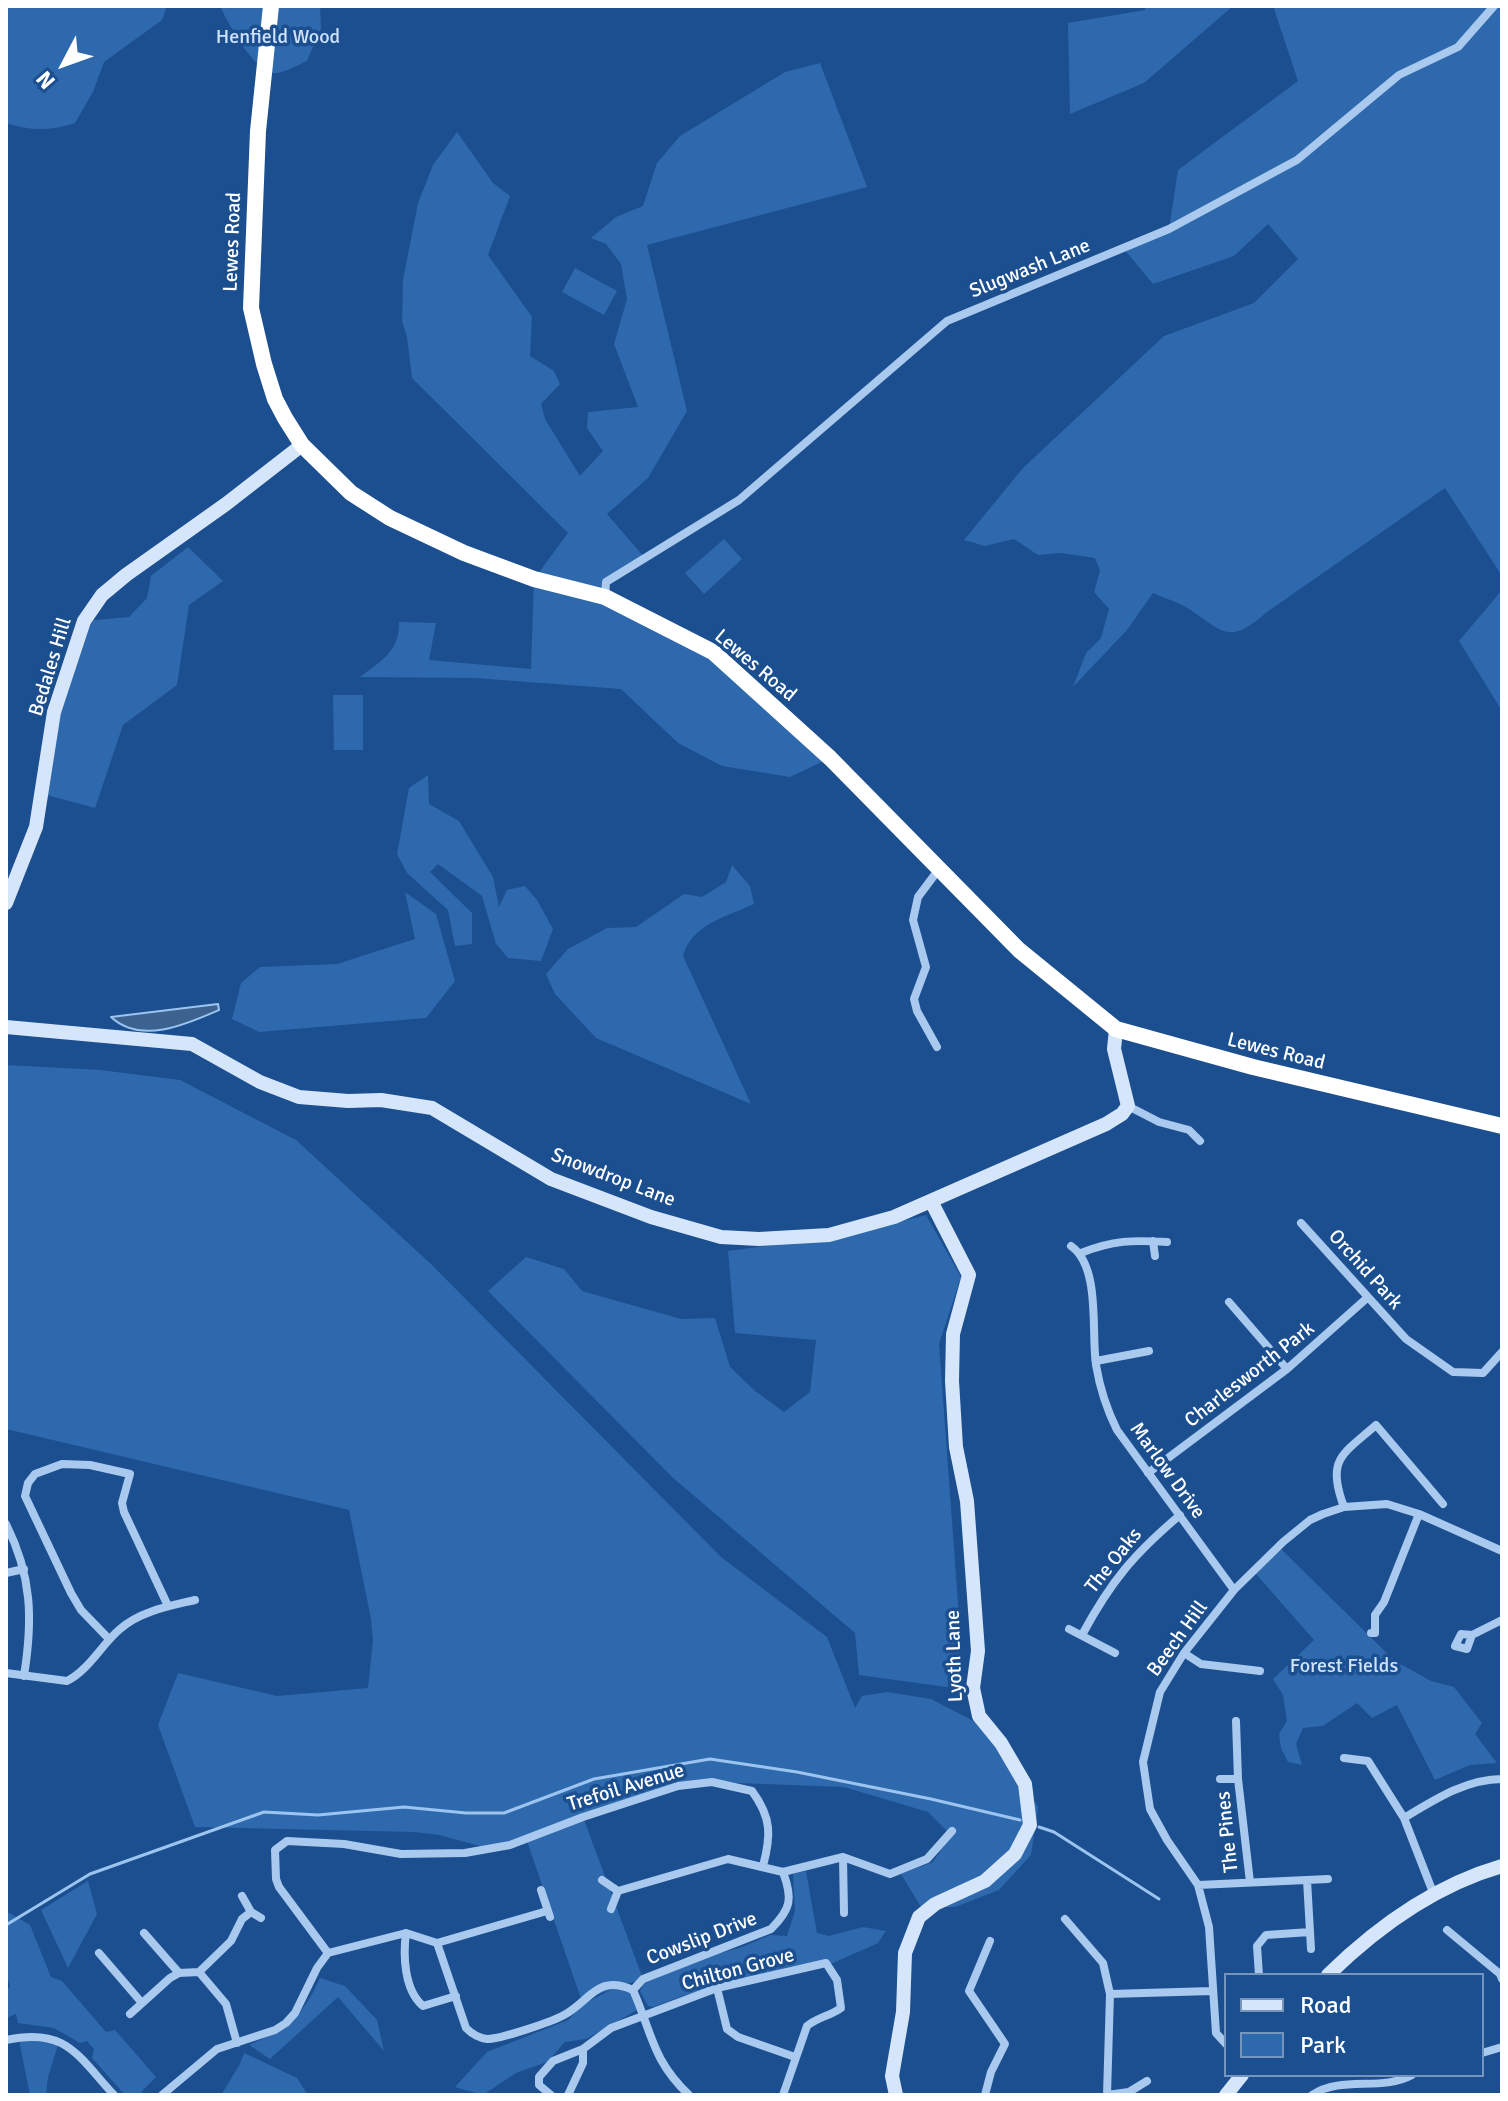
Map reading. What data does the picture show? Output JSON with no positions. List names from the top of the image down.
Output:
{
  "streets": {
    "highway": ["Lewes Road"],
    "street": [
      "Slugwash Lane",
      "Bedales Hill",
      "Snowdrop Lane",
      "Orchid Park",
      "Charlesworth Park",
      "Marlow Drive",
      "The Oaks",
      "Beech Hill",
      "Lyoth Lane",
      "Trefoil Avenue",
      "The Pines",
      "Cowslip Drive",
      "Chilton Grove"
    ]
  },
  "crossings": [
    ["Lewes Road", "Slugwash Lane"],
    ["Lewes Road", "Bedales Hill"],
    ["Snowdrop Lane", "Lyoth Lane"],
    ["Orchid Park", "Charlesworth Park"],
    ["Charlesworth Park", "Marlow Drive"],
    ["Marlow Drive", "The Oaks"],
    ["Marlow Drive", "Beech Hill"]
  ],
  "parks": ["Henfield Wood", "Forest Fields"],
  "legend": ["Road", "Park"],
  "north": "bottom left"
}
- - - -
TASK ITEM
The records, exactly as written but without images, should be returned.

RESPONSE TO THIS TASK
Map reading. What data does the picture show? Output JSON with no positions. List names from the top of the image down.
Output:
{
  "streets": {
    "highway": ["Lewes Road"],
    "street": [
      "Slugwash Lane",
      "Bedales Hill",
      "Snowdrop Lane",
      "Orchid Park",
      "Charlesworth Park",
      "Marlow Drive",
      "The Oaks",
      "Beech Hill",
      "Lyoth Lane",
      "Trefoil Avenue",
      "The Pines",
      "Cowslip Drive",
      "Chilton Grove"
    ]
  },
  "crossings": [
    ["Lewes Road", "Slugwash Lane"],
    ["Lewes Road", "Bedales Hill"],
    ["Snowdrop Lane", "Lyoth Lane"],
    ["Orchid Park", "Charlesworth Park"],
    ["Charlesworth Park", "Marlow Drive"],
    ["Marlow Drive", "The Oaks"],
    ["Marlow Drive", "Beech Hill"]
  ],
  "parks": ["Henfield Wood", "Forest Fields"],
  "legend": ["Road", "Park"],
  "north": "bottom left"
}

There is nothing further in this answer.